Having just spent the best part of the morning debugging this behaviour, I thought it was worthwhile sharing with the community.
Let me first describe the situation I was finding:
- I had previously created lots of APIs with mutual SSL on the GW (require SSL with client certificate authentication).
Typically the client certs are self signed certs generated by the consumers of the APIs - the public cert being stored in a FIP and compared in the policy to allow access to a particular client.
I've done tons of these for various customers.
To test with SOAPUI, add the p12 key to the SSL options, etc and all is well - GW prompts for client cert on testing a mutual SSL API - soapui sends cert, job done.
If any of above is new to you - plenty of info on internet about setting soapui up to send client certs, etc.

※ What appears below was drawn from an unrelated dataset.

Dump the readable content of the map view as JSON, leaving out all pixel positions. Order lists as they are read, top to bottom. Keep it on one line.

Now, with a new customer, I had another mutual SSL requirement for an API - so did it again. BUT suddenly soapui is not working anymore - it is not sending the cert.

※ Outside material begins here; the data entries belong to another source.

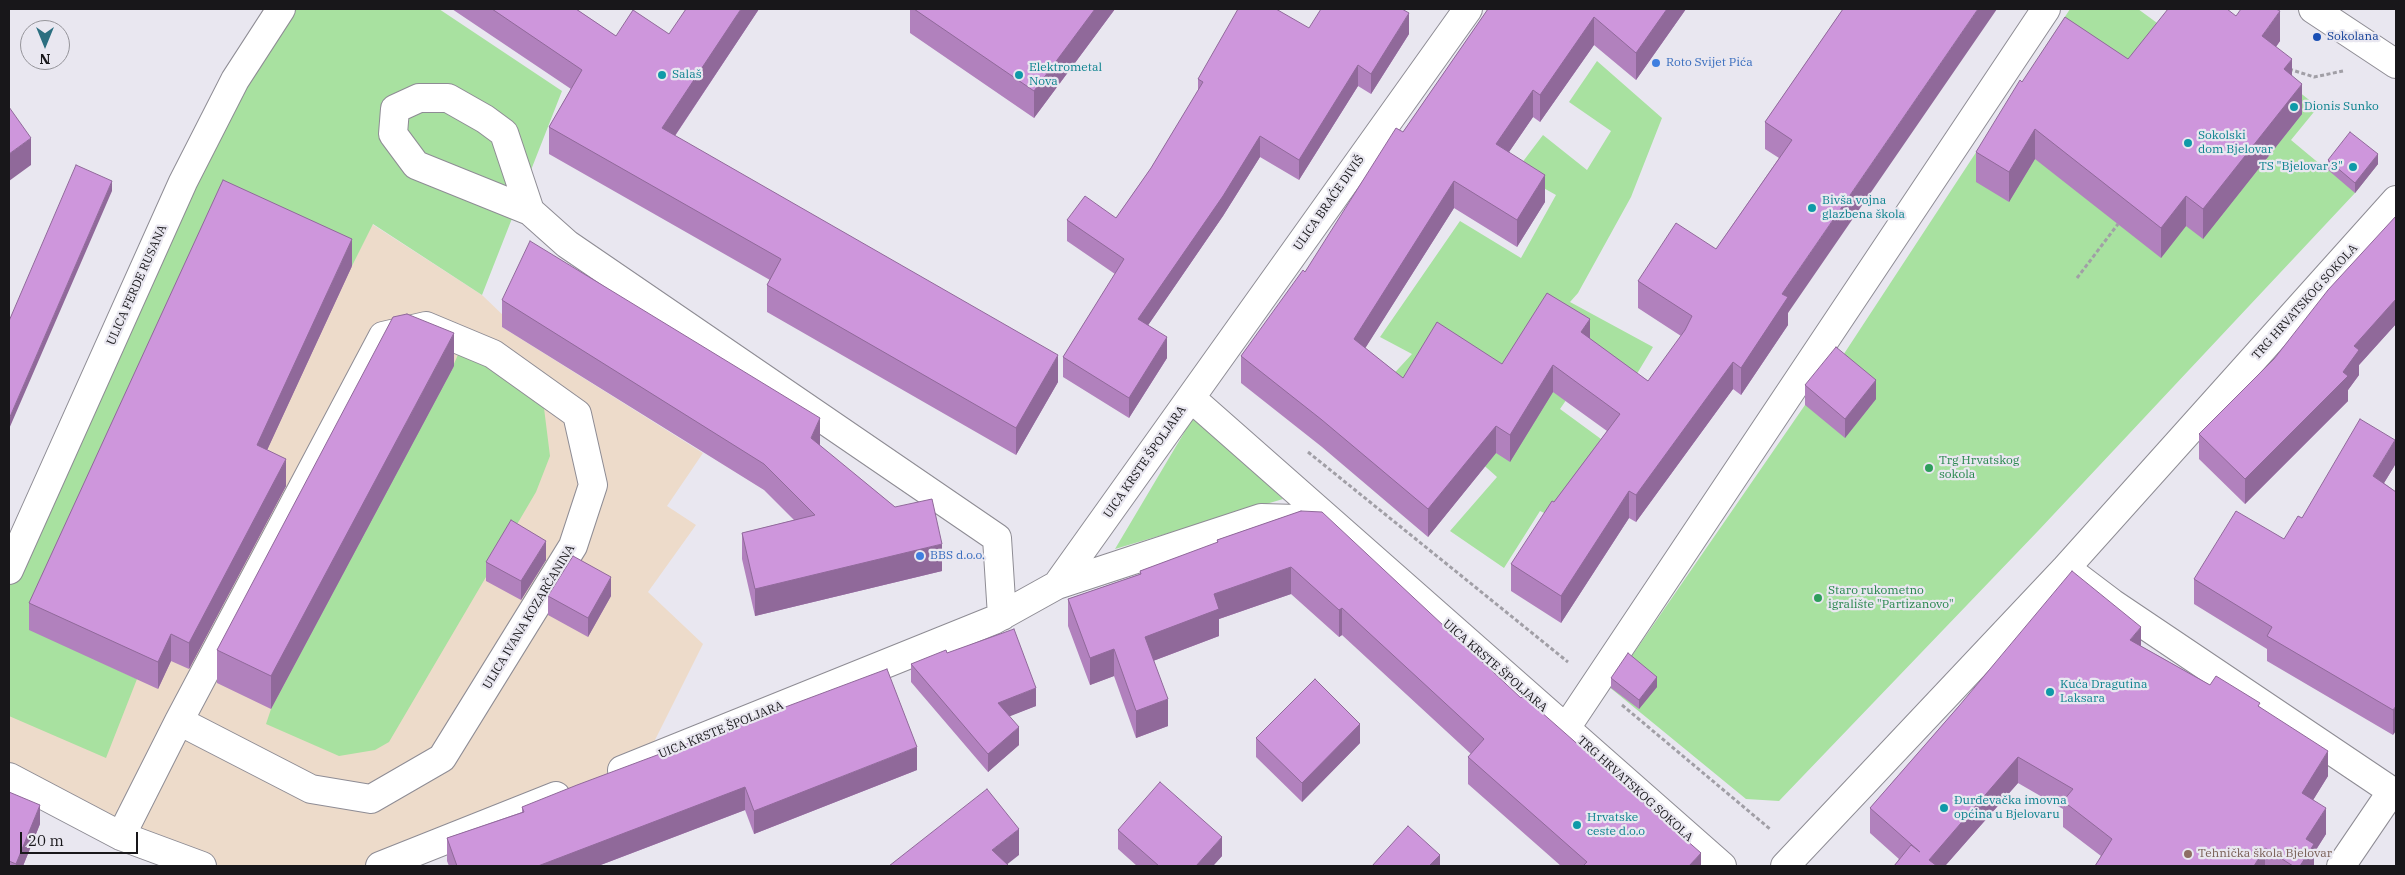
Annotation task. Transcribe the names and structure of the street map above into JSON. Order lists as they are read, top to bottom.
{
  "streets": {
    "street": [
      "ULICA BRAĆE DIVIŠ",
      "ULICA FERDE RUSANA",
      "TRG HRVATSKOG SOKOLA",
      "UICA KRSTE ŠPOLJARA",
      "ULICA IVANA KOZARČANINA"
    ]
  },
  "crossings": [
    ["ULICA BRAĆE DIVIŠ", "UICA KRSTE ŠPOLJARA"],
    ["TRG HRVATSKOG SOKOLA", "UICA KRSTE ŠPOLJARA"]
  ],
  "places": [
    "Sokolana",
    "Roto Svijet Pića",
    "Salaš",
    "Elektrometal Nova",
    "Dionis Sunko",
    "Sokolski dom Bjelovar",
    "TS \"Bjelovar 3\"",
    "Bivša vojna glazbena škola",
    "Trg Hrvatskog sokola",
    "BBS d.o.o.",
    "Staro rukometno igralište \"Partizanovo\"",
    "Kuća Dragutina Laksara",
    "Đurđevačka imovna općina u Bjelovaru",
    "Hrvatske ceste d.o.o",
    "Tehnička škola Bjelovar"
  ],
  "scale_bar": "20 m",
  "north": "bottom"
}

OK, that's enough background - I won't go into the 4 hours of debug - just present solution now:
- SOAPUI 5.3.0 (all all previous version afaik) has the following weird behaviour:
- If the SSG is set to allow TLS1.0 only (the default until I believe v9.0 of the GW), then SOAPUI works fine - it does the handshake, gets asked for client cert, provides it, GW verifies in policy and all is good.
-If the SSG is set to allow any other versions (1.1 only, 1.2 only, 1.1+1.2, 1.0+1.1, 1.0+1.2, 1.0+1.1+1.2) soapui will fail to work. It will not send the client cert at all and your policy will therefore fail since no client cert was received.
Now this is not strickly speaking just a soapui issue, but an interpretation it is making for RFC 2246:
https://www.ietf.org/rfc/rfc2246.txt
When the server (the GW) asks for a cert it tells the client what cyphers it likes, and what CAs it PREFERS:
page 41:
"
certificate_authorities A list of the distinguished names of acceptable certificate authorities. These distinguished names may specify a desired distinguished name for a root CA or for a subordinate CA; thus, this message can be used both to describe known roots and a desired authorization space.
"
Now, by default if there are no CA capable keys in the GW private key store, this will be (wrongly imho) the server's SSL key (which in almost all cases is not a CA capable key).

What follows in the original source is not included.